An exact restatement of the data below, with the pictures removed, is the required answer.

════════════════

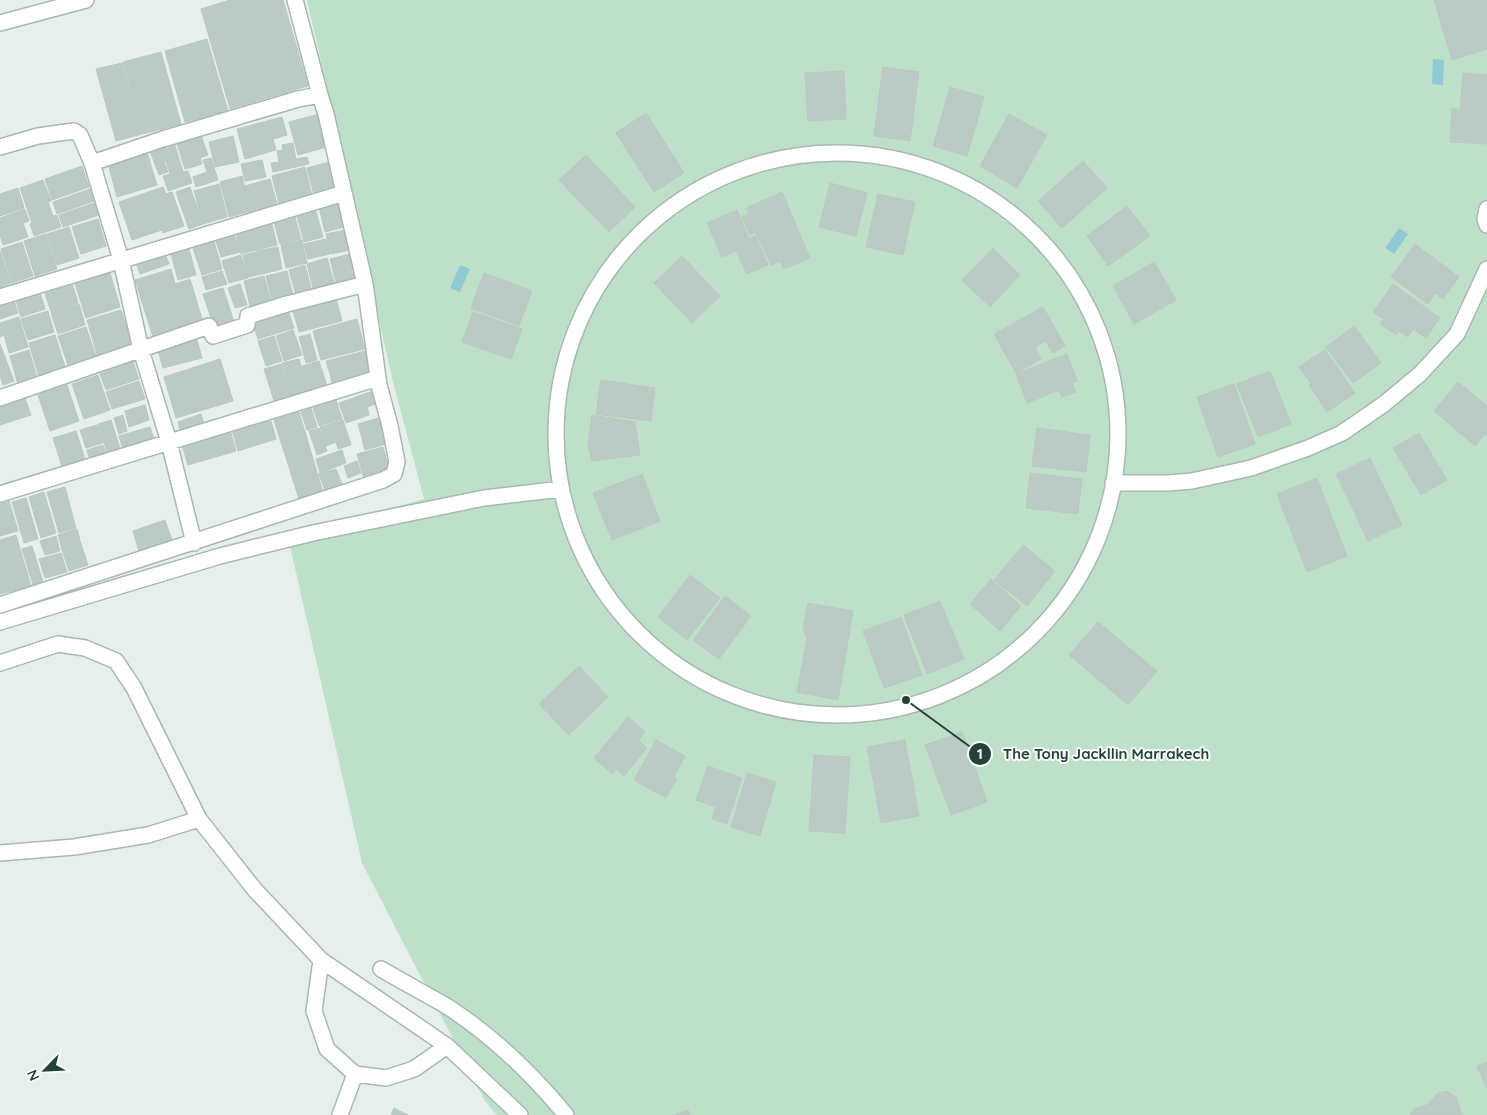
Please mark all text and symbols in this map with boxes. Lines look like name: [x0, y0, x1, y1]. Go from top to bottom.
callout: The Tony Jackllin Marrakech: [968, 739, 1219, 769]
text: 1: [977, 744, 983, 763]
text: The Tony Jackllin Marrakech: [1003, 744, 1209, 763]
north arrow: [20, 1045, 70, 1095]
text: N: [23, 1067, 43, 1084]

════════════════

* _PROBLEM SOLUTION_:
Please mark all text and symbols in this map with boxes. Lines look like name: [x0, y0, x1, y1]. Go from top to bottom.
callout: The Tony Jackllin Marrakech: [968, 739, 1219, 769]
text: 1: [977, 744, 983, 763]
text: The Tony Jackllin Marrakech: [1003, 744, 1209, 763]
north arrow: [20, 1045, 70, 1095]
text: N: [23, 1067, 43, 1084]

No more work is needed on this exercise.